During the election campaign, the Conservative government put forward some specific proposals on the issue. But their manifesto ideas – which the opposition rapidly summed up as amounting to a ‘dementia tax’ – backfired spectacularly and were arguably one of the factors behind the Tories’ greatly reduced majority in the election, resulting in a hung parliament and the need for a ‘supply and confidence’ deal with the DUP.
With David Davis, Secretary of State for Exiting the European Union, admitting in a radio interview that some policies were likely to be ‘pruned away’, many observers now believe the proposals could be dropped from the Queen’s Speech.
Whatever the precise thinking was behind the proposals, the Government may well have been hoping that attention would fall on the positives – namely that the floor below which no one would have to pay for social care would shoot up from the present £23,250 in capital to £100,000.
But instead, all of the frenzy was focused on including the individual’s home in the financial calculations for care at home.
There are many aspects of the proposals that appear problematic.
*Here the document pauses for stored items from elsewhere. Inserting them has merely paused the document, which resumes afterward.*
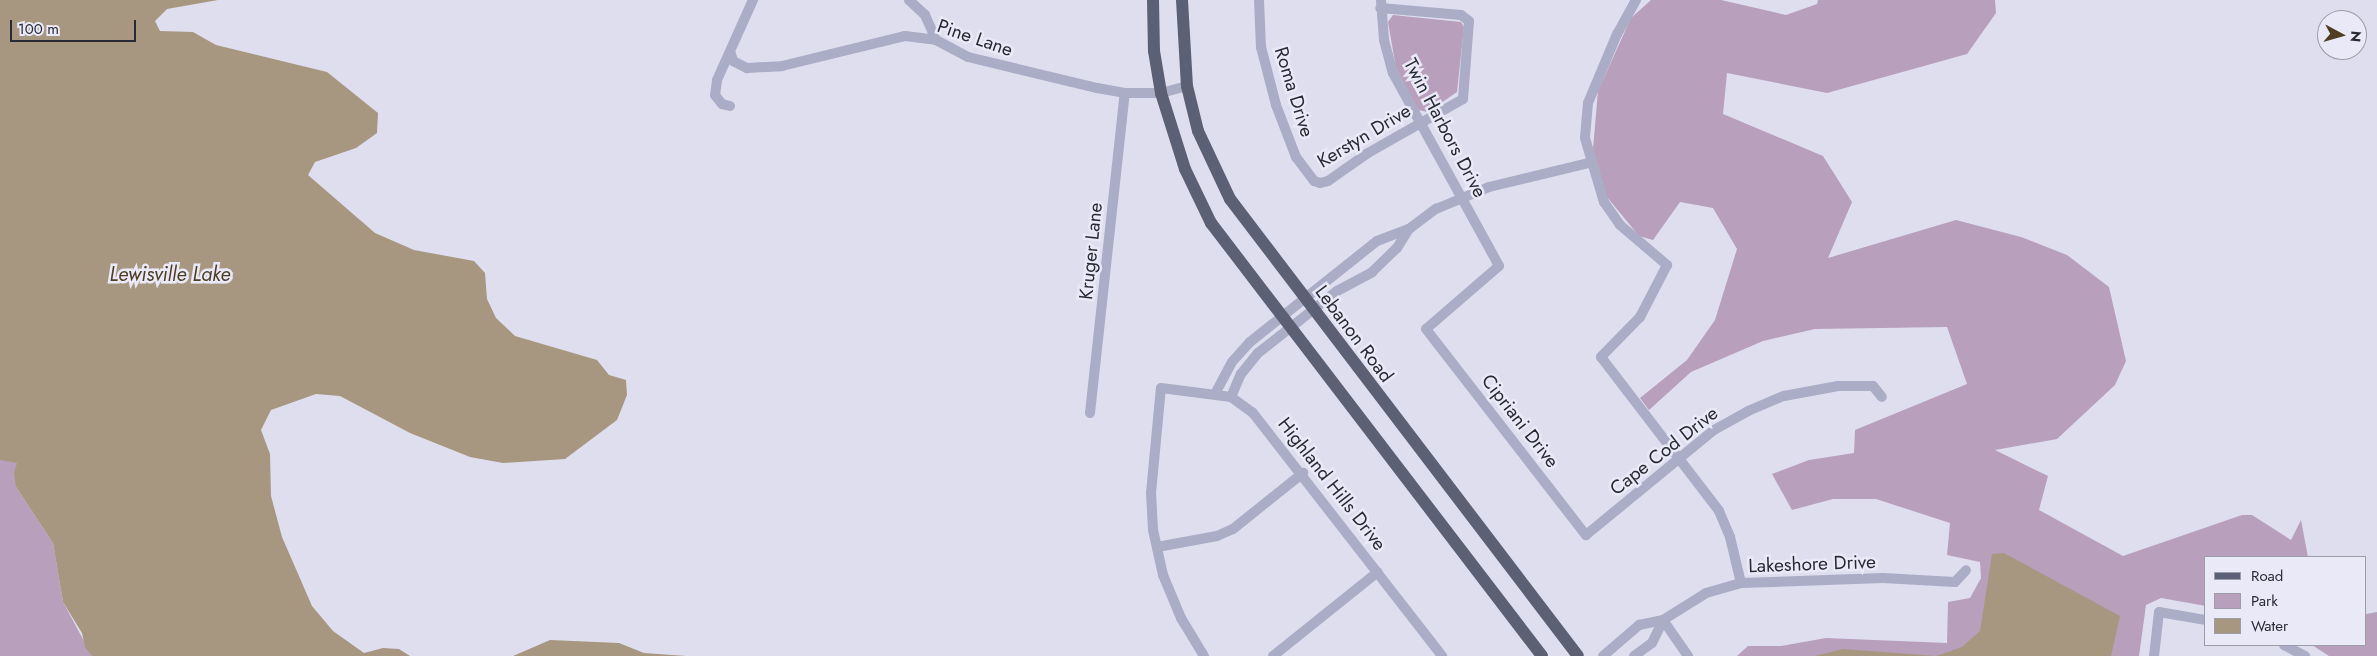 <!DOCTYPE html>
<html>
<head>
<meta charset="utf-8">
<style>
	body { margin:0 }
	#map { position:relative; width:2377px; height:656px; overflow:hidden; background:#dedeef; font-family:Jost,sans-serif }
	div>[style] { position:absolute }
	.green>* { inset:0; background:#b89fbc }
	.water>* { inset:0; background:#a89780 }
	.minor>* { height:10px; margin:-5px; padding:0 5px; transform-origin:5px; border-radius:5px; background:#abacc5 }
	.major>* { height:12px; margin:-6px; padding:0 6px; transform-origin:6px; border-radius:6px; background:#5c6074 }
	span { translate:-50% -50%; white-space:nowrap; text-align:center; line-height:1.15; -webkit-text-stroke:5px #eae9f7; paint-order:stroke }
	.street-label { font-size:19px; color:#292b34 }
	.water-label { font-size:20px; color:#503e24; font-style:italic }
	.legend { position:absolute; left:2204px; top:556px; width:162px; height:90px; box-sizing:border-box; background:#eae9f7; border:1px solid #9d9da9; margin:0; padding:6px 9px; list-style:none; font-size:15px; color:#292b34 }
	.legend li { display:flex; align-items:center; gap:10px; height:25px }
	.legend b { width:25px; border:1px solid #9d9da9 }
	.north { position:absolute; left:2317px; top:10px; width:50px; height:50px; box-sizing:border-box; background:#eae9f7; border:1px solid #9d9da9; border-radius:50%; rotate:96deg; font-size:14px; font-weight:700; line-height:20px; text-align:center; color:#292b34 }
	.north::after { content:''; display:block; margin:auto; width:18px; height:22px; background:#503e24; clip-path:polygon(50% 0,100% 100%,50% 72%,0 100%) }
	.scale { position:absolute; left:10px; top:20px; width:126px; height:22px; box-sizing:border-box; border:2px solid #292b34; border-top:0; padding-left:6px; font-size:15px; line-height:18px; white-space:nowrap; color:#292b34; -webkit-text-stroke:4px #eae9f7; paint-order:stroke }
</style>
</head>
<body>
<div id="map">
	<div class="green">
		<div style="clip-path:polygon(1651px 0,1721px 0,1786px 15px,1817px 4px,1818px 0,1995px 0,1996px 13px,1967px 54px,1827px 93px,1727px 73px,1723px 114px,1823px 156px,1852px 202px,1828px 258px,1956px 220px,2021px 237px,2067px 255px,2109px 287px,2126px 361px,2115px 385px,2057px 439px,1995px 450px,2048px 476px,2039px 510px,2123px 556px,2242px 515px,2252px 515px,2291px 540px,2301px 520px,2308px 557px,2206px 557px,2206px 606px,2161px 598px,2146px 605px,2139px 656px,1737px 656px,1748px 646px,1781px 646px,1826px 638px,1947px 643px,1948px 602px,1970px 598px,1981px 578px,1980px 562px,1947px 555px,1950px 523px,1876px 499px,1833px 499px,1792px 510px,1772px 474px,1809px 460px,1854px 453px,1855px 430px,1967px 384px,1947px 327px,1815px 329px,1763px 341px,1691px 372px,1649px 410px,1640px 398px,1687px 360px,1715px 320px,1737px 249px,1713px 208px,1680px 202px,1653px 240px,1639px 236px,1607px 197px,1593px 149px,1598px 91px,1631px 18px)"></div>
		<div style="clip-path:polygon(1393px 15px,1461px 22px,1464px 27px,1457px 92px,1428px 112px,1418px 110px,1396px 68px,1388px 22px)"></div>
		<div style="clip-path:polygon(12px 459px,18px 463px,16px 487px,53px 543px,63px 602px,92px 656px,0 656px,0 460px)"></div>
		<div style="clip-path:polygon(2377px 612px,2377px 656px,2329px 656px,2312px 645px,2366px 645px,2366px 614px)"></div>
	</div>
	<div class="water">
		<div style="clip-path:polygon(0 0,218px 0,167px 9px,155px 21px,160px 31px,193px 32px,216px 45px,327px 72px,378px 113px,377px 133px,356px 148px,315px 162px,308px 175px,375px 233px,414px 250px,474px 261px,485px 273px,487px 299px,496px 318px,515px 336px,597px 360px,609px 375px,626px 380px,627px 395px,617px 420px,565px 459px,503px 463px,470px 457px,410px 433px,340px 396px,316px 394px,271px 410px,261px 430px,270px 454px,271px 496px,282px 537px,312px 606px,333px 631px,364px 653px,383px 648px,399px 649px,410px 656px,92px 656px,85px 647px,82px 633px,63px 602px,53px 543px,16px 487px,14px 473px,17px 463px,0 460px)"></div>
		<div style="clip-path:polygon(2004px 553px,2120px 616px,2111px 656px,1815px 656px,1843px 649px,1936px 656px,1962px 647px,1980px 631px,1992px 554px)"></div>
		<div style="clip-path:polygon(550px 640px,619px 643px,644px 653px,686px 656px,513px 656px)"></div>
	</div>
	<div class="minor">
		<div style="left:909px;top:0;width:22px;rotate:43deg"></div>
		<div style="left:925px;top:15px;width:27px;rotate:66deg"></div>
		<div style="left:1259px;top:0;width:47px;rotate:87.6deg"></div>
		<div style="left:1261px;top:47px;width:60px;rotate:75.5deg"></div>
		<div style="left:1276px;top:105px;width:56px;rotate:69deg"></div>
		<div style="left:1296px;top:157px;width:30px;rotate:53deg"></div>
		<div style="left:1314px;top:181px;width:6px;rotate:18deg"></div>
		<div style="left:1320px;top:183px;width:8px;rotate:-14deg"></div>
		<div style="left:1328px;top:181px;width:49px;rotate:-35deg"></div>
		<div style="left:1368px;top:153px;width:109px;rotate:-29.6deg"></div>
		<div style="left:1463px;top:99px;width:78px;rotate:-85.6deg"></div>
		<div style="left:1469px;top:21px;width:10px;rotate:-143deg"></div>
		<div style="left:1461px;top:15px;width:81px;rotate:-175.1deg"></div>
		<div style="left:1381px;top:0;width:40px;rotate:85.7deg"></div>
		<div style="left:1384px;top:40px;width:34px;rotate:75deg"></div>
		<div style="left:1393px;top:73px;width:220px;rotate:61.2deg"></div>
		<div style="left:1499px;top:266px;width:96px;rotate:139.2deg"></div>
		<div style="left:1426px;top:329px;width:261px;rotate:52.2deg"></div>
		<div style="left:1586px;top:535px;width:166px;rotate:-39.4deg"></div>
		<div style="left:1714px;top:430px;width:39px;rotate:-29deg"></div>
		<div style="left:1748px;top:411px;width:39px;rotate:-23deg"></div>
		<div style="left:1784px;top:396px;width:55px;rotate:-10.5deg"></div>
		<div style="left:1838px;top:386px;width:35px"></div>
		<div style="left:1873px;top:386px;width:14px;rotate:51deg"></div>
		<div style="left:1636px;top:0;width:39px;rotate:119deg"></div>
		<div style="left:1617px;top:34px;width:75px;rotate:112.8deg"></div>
		<div style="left:1588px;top:103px;width:35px;rotate:95deg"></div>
		<div style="left:1585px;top:138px;width:67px;rotate:73.5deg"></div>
		<div style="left:1604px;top:202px;width:28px;rotate:55deg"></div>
		<div style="left:1620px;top:225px;width:62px;rotate:40.4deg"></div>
		<div style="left:1667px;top:265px;width:59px;rotate:117.4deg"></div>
		<div style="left:1640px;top:317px;width:56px;rotate:134.3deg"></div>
		<div style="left:1601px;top:357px;width:194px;rotate:52.5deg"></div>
		<div style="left:1719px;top:511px;width:28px;rotate:67deg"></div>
		<div style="left:1730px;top:537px;width:47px;rotate:76.6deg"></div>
		<div style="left:731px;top:54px;width:7px;rotate:74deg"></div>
		<div style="left:733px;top:61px;width:16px;rotate:27deg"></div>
		<div style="left:747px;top:68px;width:35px;rotate:-3deg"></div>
		<div style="left:782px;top:66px;width:127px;rotate:-13.7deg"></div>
		<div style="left:905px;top:36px;width:31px;rotate:7deg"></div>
		<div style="left:936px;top:40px;width:36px;rotate:28deg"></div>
		<div style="left:968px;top:57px;width:133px;rotate:13.5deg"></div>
		<div style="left:1097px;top:88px;width:28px;rotate:10deg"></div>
		<div style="left:1125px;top:93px;width:36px"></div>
		<div style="left:1161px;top:93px;width:27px;rotate:-15deg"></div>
		<div style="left:730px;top:106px;width:8px;rotate:-166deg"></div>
		<div style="left:722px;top:104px;width:11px;rotate:-128deg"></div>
		<div style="left:715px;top:95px;width:15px;rotate:-82deg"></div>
		<div style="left:717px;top:80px;width:88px;rotate:-65.8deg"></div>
		<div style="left:1215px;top:394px;width:36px;rotate:-62deg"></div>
		<div style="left:1232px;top:362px;width:27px;rotate:-48deg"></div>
		<div style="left:1250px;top:342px;width:162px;rotate:-38.5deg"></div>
		<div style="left:1377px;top:241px;width:34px;rotate:-21deg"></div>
		<div style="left:1409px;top:229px;width:34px;rotate:-37deg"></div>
		<div style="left:1436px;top:209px;width:57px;rotate:-22.5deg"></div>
		<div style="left:1489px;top:187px;width:103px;rotate:-13.5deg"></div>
		<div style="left:1231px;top:397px;width:25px;rotate:-67deg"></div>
		<div style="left:1241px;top:374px;width:27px;rotate:-51deg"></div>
		<div style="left:1258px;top:353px;width:100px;rotate:-38.1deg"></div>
		<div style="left:1337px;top:291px;width:40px;rotate:-28deg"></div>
		<div style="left:1372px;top:272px;width:35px;rotate:-44deg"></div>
		<div style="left:1397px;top:248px;width:22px;rotate:-58deg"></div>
		<div style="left:1090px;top:413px;width:322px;rotate:-83.8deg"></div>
		<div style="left:1157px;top:547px;width:61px;rotate:-10.4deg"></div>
		<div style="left:1217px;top:536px;width:17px;rotate:-24deg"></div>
		<div style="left:1233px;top:529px;width:90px;rotate:-38.7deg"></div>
		<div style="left:1663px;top:620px;width:44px;rotate:55.2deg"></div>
		<div style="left:2284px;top:645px;width:24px;rotate:28deg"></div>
		<div style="left:1204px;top:656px;width:44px;rotate:-121.2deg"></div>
		<div style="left:1181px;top:618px;width:47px;rotate:-112.7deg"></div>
		<div style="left:1163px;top:575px;width:46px;rotate:-102.5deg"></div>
		<div style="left:1153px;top:530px;width:37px;rotate:-93deg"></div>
		<div style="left:1151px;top:493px;width:105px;rotate:-84.6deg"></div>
		<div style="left:1161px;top:388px;width:71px;rotate:7.3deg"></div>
		<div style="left:1231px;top:397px;width:27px;rotate:36deg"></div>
		<div style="left:1253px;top:413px;width:308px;rotate:52.1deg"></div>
		<div style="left:1273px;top:656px;width:134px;rotate:-38.7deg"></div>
		<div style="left:1603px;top:656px;width:48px;rotate:-40.7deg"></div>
		<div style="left:1639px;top:625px;width:25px;rotate:-12deg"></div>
		<div style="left:1663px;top:620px;width:51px;rotate:-32.1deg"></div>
		<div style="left:1706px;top:593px;width:36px;rotate:-16deg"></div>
		<div style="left:1741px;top:583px;width:142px;rotate:-2deg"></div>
		<div style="left:1883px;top:578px;width:72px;rotate:3.2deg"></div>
		<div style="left:1955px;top:582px;width:16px;rotate:-47deg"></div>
		<div style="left:1634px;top:656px;width:22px;rotate:-36deg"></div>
		<div style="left:1652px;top:643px;width:25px;rotate:-64deg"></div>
		<div style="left:2154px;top:656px;width:44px;rotate:-83.5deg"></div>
		<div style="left:2159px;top:612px;width:48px;rotate:9.7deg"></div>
	</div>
	<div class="major">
		<div style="left:1153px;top:0;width:51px;rotate:88.9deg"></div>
		<div style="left:1154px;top:51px;width:43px;rotate:80.5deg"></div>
		<div style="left:1161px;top:93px;width:80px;rotate:72.5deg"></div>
		<div style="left:1185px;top:169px;width:60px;rotate:64.3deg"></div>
		<div style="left:1211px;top:223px;width:545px;rotate:52.6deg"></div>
		<div style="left:1182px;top:0;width:86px;rotate:86.7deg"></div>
		<div style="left:1187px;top:86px;width:46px;rotate:76.3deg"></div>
		<div style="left:1198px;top:131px;width:75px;rotate:64.8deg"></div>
		<div style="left:1230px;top:199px;width:574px;rotate:52.71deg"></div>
	</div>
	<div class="street-label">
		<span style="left:975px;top:38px;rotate:19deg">Pine Lane</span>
		<span style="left:1294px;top:92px;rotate:73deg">Roma Drive</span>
		<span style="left:1445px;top:128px;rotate:62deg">Twin Harbors Drive</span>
		<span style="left:1364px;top:136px;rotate:-31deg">Kerstyn Drive</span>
		<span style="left:1091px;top:251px;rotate:-84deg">Kruger Lane</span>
		<span style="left:1354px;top:334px;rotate:53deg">Lebanon Road</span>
		<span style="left:1520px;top:421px;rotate:52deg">Cipriani Drive</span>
		<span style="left:1664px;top:451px;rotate:-38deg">Cape Cod Drive</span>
		<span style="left:1332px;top:484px;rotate:52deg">Highland Hills Drive</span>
		<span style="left:1812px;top:564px;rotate:-2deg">Lakeshore Drive</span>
	</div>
	<div class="water-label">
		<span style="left:170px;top:274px">Lewisville Lake</span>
	</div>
	<ul class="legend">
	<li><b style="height:6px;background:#5c6074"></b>Road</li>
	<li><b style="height:14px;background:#b89fbc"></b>Park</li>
	<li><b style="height:14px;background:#a89780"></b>Water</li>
	</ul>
	<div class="north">N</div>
	<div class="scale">100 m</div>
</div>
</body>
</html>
They would set up a postcode lottery whereby the higher the value of your house, the more you effectively have to pay. Would there actually be a cap and if so at what level? There would also be a host of funding issues. Who is going to pay the care provider during all the years that they are providing the care? The likelihood is that the burden for this would fall on the local authority – but where would they find the money to pay for it? And then, when the individual passes away and the time comes for the authority to recoup its costs, would interest be chargeable and if so at what rate?
Whilst on the campaign trail, Theresa May said that the proposals would be the subject of a consultation but when this will take place (and whether the proposals will have been modified) remains to be seen.
In my view, there is a deeper question that is likely to continue plaguing the social care debate: are debilitating ageing conditions like Alzheimers and dementia illnesses or something different? If they are illnesses, shouldn’t their treatment be free at the point of care? Or are we satisfied as a society that such conditions are simply part of ‘getting older’ and so can be regarded differently?
With a rapidly expanding elderly population, the number of sufferers from these conditions is likely to grow – unless a cure is found. There are some deep social and demographic issues under the social care surface that we need, as a society, to get to grips with and work out long-term solutions to.
In the meantime, the positive for the private care industry – already worth some £14bn in 2015 according to Laing Buisson – is that it seems politically inevitable that more funding will be channelled into social care. Demand for care services, both residential and at home, is only set to increase too. Despite the pressures that the Living Wage and other costs are placing on the sector, the potential is there for the economics to become more favourable.
But the industry needs clarity about the future direction of travel. Unfortunately, that does not seem like coming any time soon.